Segment Start: Data shown

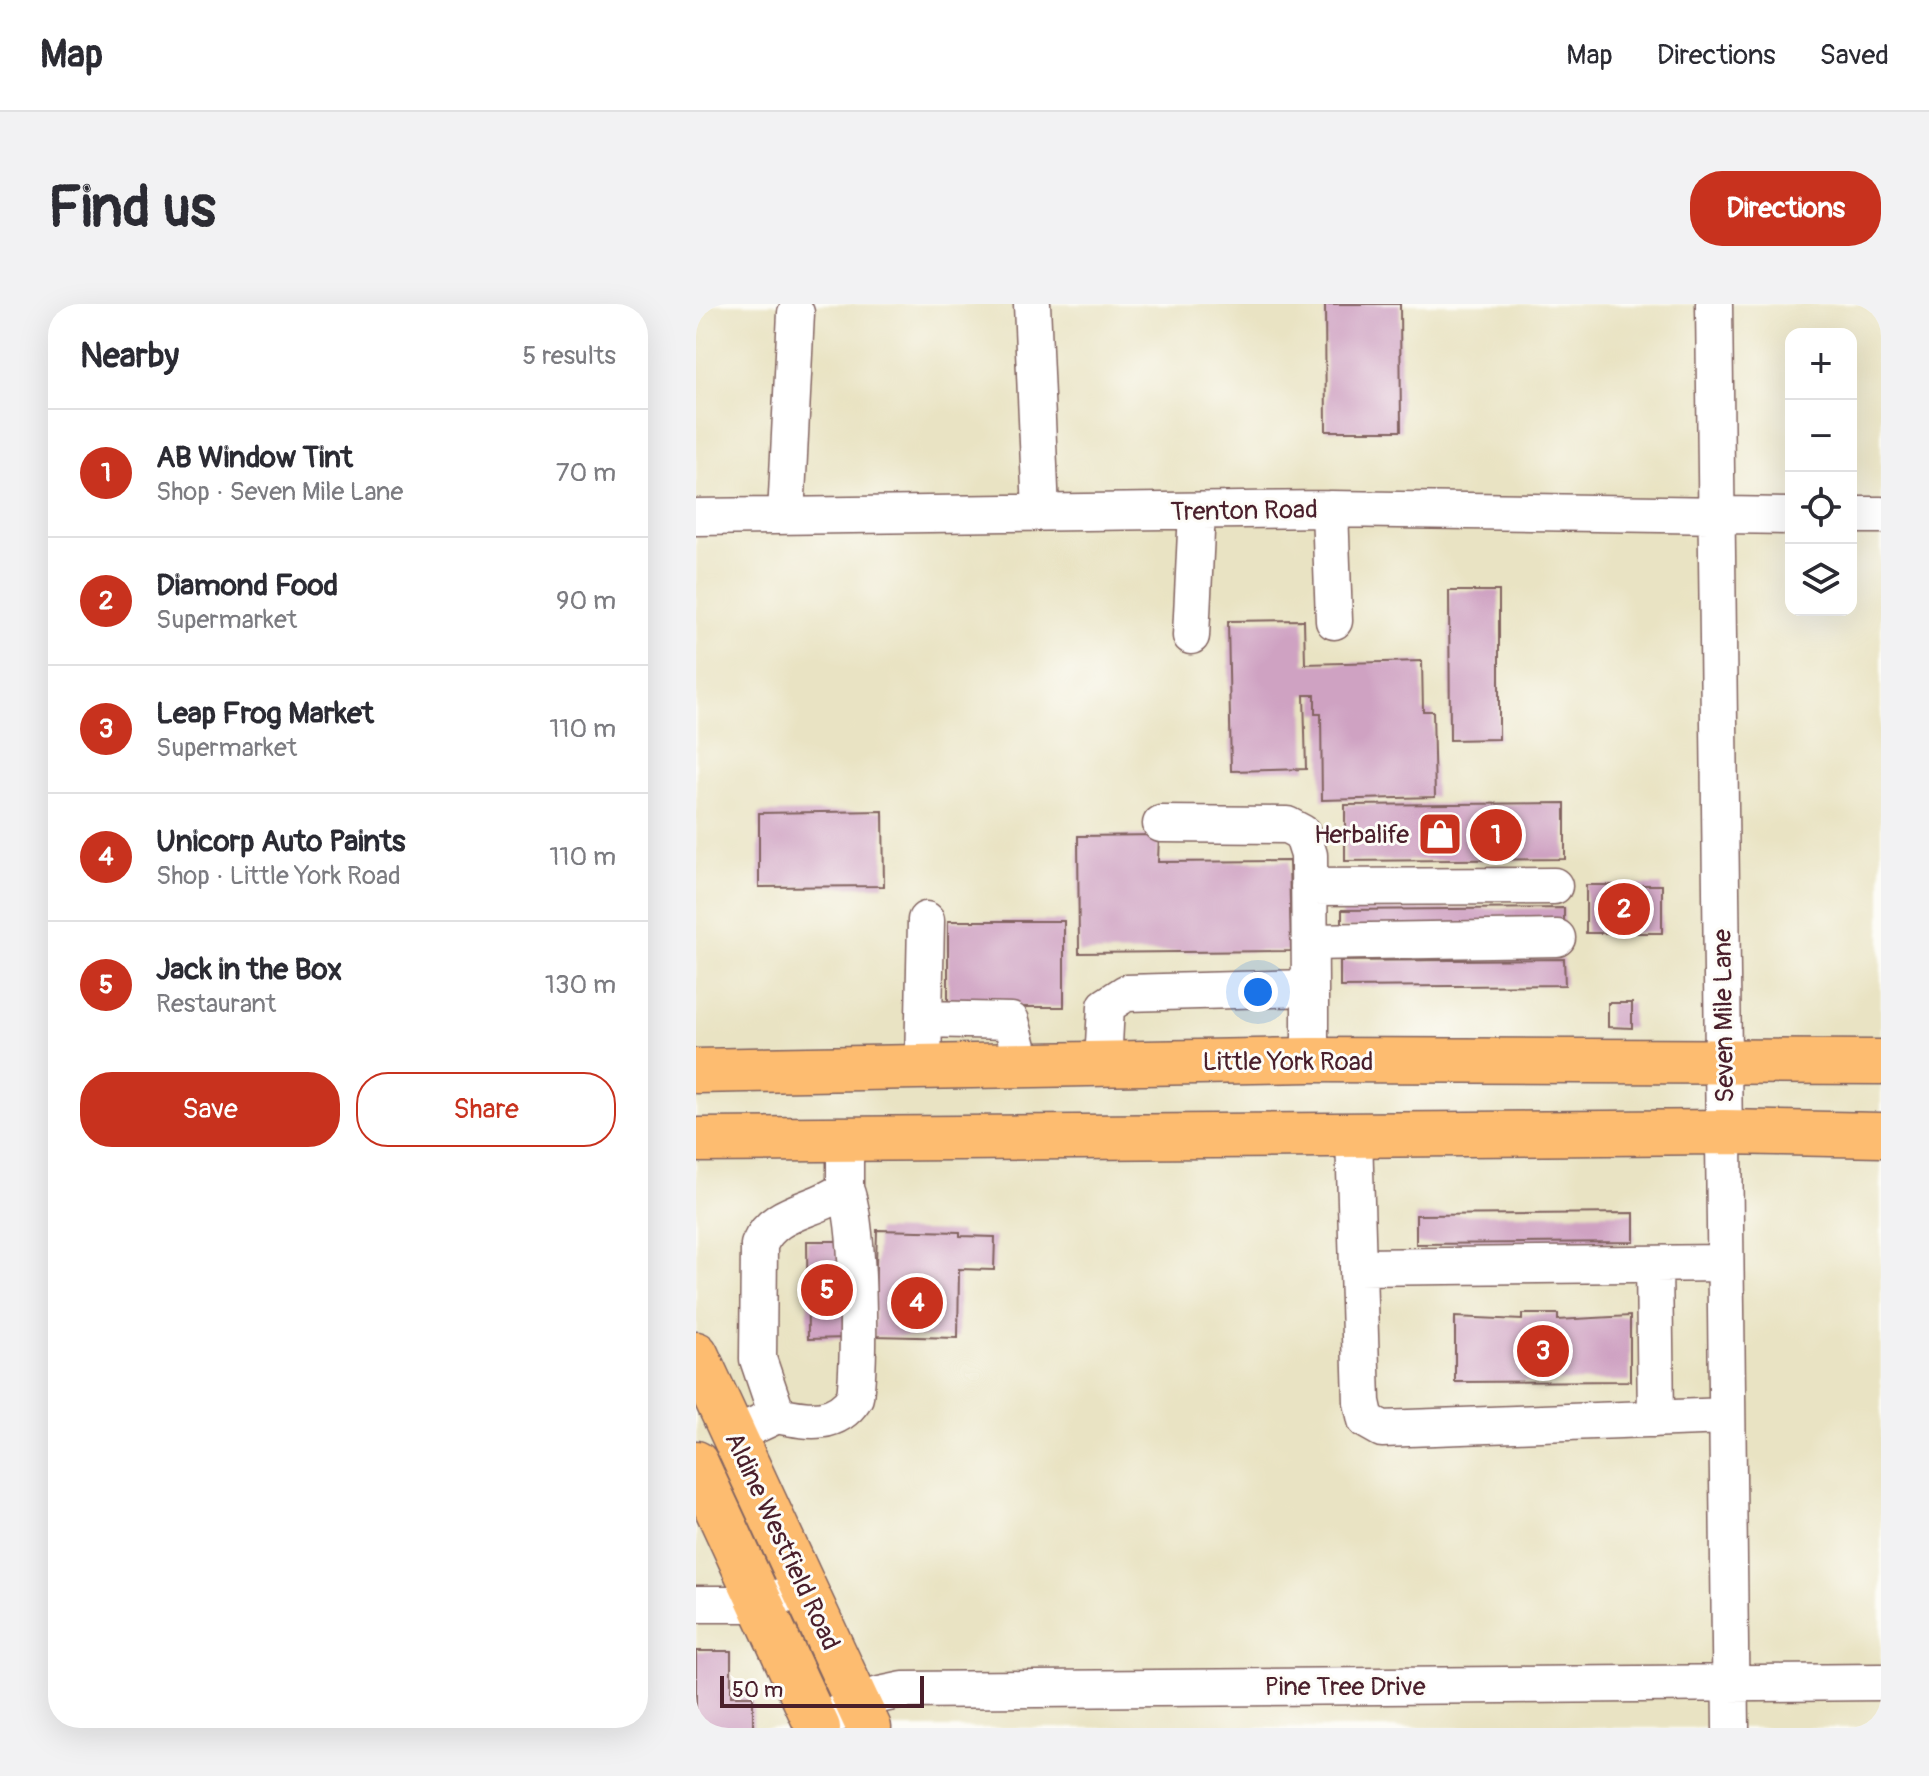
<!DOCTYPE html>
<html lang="en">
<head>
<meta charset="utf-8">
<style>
  body { margin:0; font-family:Pangolin,sans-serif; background:#f2f2f3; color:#2b2b33 }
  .controls { position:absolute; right:24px; top:24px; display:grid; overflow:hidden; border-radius:16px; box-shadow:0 8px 32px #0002 }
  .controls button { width:72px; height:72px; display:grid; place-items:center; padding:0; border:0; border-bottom:2px solid #e1e1e2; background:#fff; color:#2b2b33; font:40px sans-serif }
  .scale { position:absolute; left:24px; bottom:20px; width:204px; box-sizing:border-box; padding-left:8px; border:4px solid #4a1f2b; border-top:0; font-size:22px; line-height:28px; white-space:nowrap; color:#4a1f2b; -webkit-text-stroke:6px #fdfcf7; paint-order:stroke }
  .you { position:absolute; left:562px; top:688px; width:28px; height:28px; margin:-20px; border:6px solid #fff; border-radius:50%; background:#1a73e8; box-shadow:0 0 0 12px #1a73e833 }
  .badge { display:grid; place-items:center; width:52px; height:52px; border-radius:50%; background:#c8321e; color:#fff; font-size:26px; font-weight:700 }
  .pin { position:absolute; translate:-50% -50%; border:4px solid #fff; box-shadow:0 2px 8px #0006 }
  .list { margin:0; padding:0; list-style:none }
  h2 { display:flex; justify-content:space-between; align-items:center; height:104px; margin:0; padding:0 32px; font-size:34px }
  h2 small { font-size:26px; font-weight:400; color:#7c7c81 }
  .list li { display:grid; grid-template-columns:52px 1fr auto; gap:24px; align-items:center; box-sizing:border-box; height:128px; padding:0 32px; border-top:2px solid #e1e1e2 }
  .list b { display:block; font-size:30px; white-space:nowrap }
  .list p { margin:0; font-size:26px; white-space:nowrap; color:#7c7c81 }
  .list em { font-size:26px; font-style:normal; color:#7c7c81 }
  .actions { display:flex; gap:16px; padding:24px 32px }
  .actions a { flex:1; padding:18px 0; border:2px solid #c8321e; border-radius:32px; text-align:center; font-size:28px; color:#c8321e }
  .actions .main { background:#c8321e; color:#fff }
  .icon { flex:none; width:44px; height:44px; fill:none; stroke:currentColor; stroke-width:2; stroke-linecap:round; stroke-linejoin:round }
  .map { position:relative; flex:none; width:1185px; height:1424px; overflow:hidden; border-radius:32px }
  header { display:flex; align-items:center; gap:48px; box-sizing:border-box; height:112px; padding:0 40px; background:#fff; border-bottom:2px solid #e1e1e2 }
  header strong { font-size:38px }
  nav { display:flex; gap:44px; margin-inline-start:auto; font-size:28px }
  .intro { display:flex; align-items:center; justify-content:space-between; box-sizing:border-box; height:192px; padding:0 48px }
  h1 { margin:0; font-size:56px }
  .button { padding:20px 36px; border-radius:32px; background:#c8321e; color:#fff; font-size:28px; font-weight:700 }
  main { display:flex; gap:48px; padding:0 48px }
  aside { flex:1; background:#fff; border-radius:32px; box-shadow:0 8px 32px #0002 }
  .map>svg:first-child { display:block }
  .building { fill:#cfa2c2 }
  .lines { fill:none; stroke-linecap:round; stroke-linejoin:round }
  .minor-casing { stroke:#826460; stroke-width:39 }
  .major-casing { stroke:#826460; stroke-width:47 }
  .minor { stroke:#fff; stroke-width:36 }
  .major { stroke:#fdbc70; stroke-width:44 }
  .labels { text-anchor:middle; stroke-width:6; stroke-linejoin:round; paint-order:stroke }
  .street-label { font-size:26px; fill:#4a1f2b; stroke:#fdfcf7 }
  .poi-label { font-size:26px; fill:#4a1f2b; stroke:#fdfcf7; text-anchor:end }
</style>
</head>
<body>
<header>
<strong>Map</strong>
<nav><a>Map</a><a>Directions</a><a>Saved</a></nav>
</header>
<div class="intro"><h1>Find us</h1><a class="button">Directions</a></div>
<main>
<aside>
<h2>Nearby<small>5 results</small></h2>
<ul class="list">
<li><span class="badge">1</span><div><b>AB Window Tint</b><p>Shop · Seven Mile Lane</p></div><em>70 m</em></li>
<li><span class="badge">2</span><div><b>Diamond Food</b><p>Supermarket</p></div><em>90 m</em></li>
<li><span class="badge">3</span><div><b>Leap Frog Market</b><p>Supermarket</p></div><em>110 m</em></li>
<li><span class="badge">4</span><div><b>Unicorp Auto Paints</b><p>Shop · Little York Road</p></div><em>110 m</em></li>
<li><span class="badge">5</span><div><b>Jack in the Box</b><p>Restaurant</p></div><em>130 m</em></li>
</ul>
<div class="actions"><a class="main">Save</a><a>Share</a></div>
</aside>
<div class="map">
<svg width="1185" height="1424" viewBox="0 0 1185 1424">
  <rect width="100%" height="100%" fill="#fdfcf7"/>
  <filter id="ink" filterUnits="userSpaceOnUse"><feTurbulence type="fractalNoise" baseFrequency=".0125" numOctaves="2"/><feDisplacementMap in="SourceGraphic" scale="16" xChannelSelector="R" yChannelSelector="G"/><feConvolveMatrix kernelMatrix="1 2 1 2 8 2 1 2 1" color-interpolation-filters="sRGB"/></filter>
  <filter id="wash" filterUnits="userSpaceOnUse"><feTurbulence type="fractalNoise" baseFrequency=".006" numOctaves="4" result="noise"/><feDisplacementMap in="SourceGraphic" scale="32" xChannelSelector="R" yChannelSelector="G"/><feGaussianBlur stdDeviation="1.8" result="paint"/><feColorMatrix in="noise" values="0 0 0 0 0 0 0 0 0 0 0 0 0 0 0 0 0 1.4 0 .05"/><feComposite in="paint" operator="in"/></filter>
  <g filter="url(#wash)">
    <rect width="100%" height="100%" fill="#e9e3c3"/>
    <g id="blocks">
      <path class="building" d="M629,0H704L705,127H630Z
        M753,287H803V435L754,436Z
        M608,316L609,360L726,357L727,407H737L739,493L626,496L625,410H619V391H608L610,465L535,467L532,317Z
        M869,499V555L649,557V501Z
        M187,507L188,582L63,583V509Z
        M463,531L462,558L593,557L595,647L383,649L382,532Z
        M890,581H966V629H890Z
        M868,604V622L646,624V606Z
        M252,617H368V703H252Z
        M868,655L869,681L644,683V657Z
        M912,699H936V724L912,723Z
        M938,909V938L720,940V911Z
        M181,926L264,928V932L299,933L298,966L263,965L262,1034L178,1032Z
        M111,937H150V1034L112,1035Z
        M826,1010H862V1016L934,1012V1077L759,1078V1013L826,1016Z
        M0,1347H35V1392H57V1424H0Z"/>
    </g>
  </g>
  <g filter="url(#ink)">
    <use href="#blocks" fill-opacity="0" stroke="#826460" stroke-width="2"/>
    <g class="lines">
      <g class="minor-casing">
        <path id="minor" d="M336,0L345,208
          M1018,0L1035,1424
          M634,205L638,317
          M1155,211H1185
          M90,212L100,9
          M0,213L634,205L1095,212
          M495,332L501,207
          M465,520L591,521L606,529L613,551L614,684
          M613,583L858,582
          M614,638L861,634
          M228,715L315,717L327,761
          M407,760L410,702L430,689L614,684V756
          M227,763L230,616
          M658,832L666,1098L670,1116L686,1125L1031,1112
          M958,960L960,1115
          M662,963L1029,959
          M81,1111C112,1117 140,1123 159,1093C164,1054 164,919 149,885
          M38,1131L81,1111L62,1055L63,941C78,905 120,908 149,885V836
          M0,1300H65L109,1284
          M136,1412L183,1391L207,1386L1185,1378"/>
      </g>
      <g class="major-casing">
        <path id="major" d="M0,767L614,756L1185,758
          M0,836L1028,828L1185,831
          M0,1050L173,1424
          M0,1159L122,1424"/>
      </g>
      <use href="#minor" class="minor"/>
      <use href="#major" class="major"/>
    </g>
  </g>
  <defs>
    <g id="shop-square" transform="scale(2.3)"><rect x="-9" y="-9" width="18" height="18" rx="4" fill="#c8321e" stroke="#fdfcf7"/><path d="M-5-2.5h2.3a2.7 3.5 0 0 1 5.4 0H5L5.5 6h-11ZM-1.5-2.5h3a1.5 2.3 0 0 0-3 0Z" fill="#fff"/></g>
  </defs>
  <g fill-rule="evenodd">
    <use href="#shop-square" x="744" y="530"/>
  </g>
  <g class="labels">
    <g class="street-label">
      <text transform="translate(548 206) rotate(-1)" y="9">Trenton Road</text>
      <text transform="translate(1027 712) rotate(-91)" y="9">Seven Mile Lane</text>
      <text x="592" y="766">Little York Road</text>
      <text transform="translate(87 1237) rotate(65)" y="9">Aldine Westfield Road</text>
      <text x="649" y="1391">Pine Tree Drive</text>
    </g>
    <g class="poi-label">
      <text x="713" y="539">Herbalife</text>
    </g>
  </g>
</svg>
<div class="controls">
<button>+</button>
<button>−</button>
<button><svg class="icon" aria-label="locate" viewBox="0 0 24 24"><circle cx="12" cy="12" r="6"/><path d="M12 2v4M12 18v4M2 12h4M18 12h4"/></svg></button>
<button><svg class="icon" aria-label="layers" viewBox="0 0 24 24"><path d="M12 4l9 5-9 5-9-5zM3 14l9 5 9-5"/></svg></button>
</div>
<div class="scale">50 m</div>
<div class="you"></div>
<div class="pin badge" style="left:800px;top:531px">1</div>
<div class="pin badge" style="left:928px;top:605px">2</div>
<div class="pin badge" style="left:847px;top:1047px">3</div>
<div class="pin badge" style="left:221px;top:999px">4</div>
<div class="pin badge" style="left:131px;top:986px">5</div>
</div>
</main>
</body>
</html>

Segment End: Data shown

Task details:
The answer must be the lines from the first one in the records through the line containing "margin:0; padding:0; list-style:none", copied exactly, with no pictures.

Response to this task:
<!DOCTYPE html>
<html lang="en">
<head>
<meta charset="utf-8">
<style>
  body { margin:0; font-family:Pangolin,sans-serif; background:#f2f2f3; color:#2b2b33 }
  .controls { position:absolute; right:24px; top:24px; display:grid; overflow:hidden; border-radius:16px; box-shadow:0 8px 32px #0002 }
  .controls button { width:72px; height:72px; display:grid; place-items:center; padding:0; border:0; border-bottom:2px solid #e1e1e2; background:#fff; color:#2b2b33; font:40px sans-serif }
  .scale { position:absolute; left:24px; bottom:20px; width:204px; box-sizing:border-box; padding-left:8px; border:4px solid #4a1f2b; border-top:0; font-size:22px; line-height:28px; white-space:nowrap; color:#4a1f2b; -webkit-text-stroke:6px #fdfcf7; paint-order:stroke }
  .you { position:absolute; left:562px; top:688px; width:28px; height:28px; margin:-20px; border:6px solid #fff; border-radius:50%; background:#1a73e8; box-shadow:0 0 0 12px #1a73e833 }
  .badge { display:grid; place-items:center; width:52px; height:52px; border-radius:50%; background:#c8321e; color:#fff; font-size:26px; font-weight:700 }
  .pin { position:absolute; translate:-50% -50%; border:4px solid #fff; box-shadow:0 2px 8px #0006 }
  .list { margin:0; padding:0; list-style:none }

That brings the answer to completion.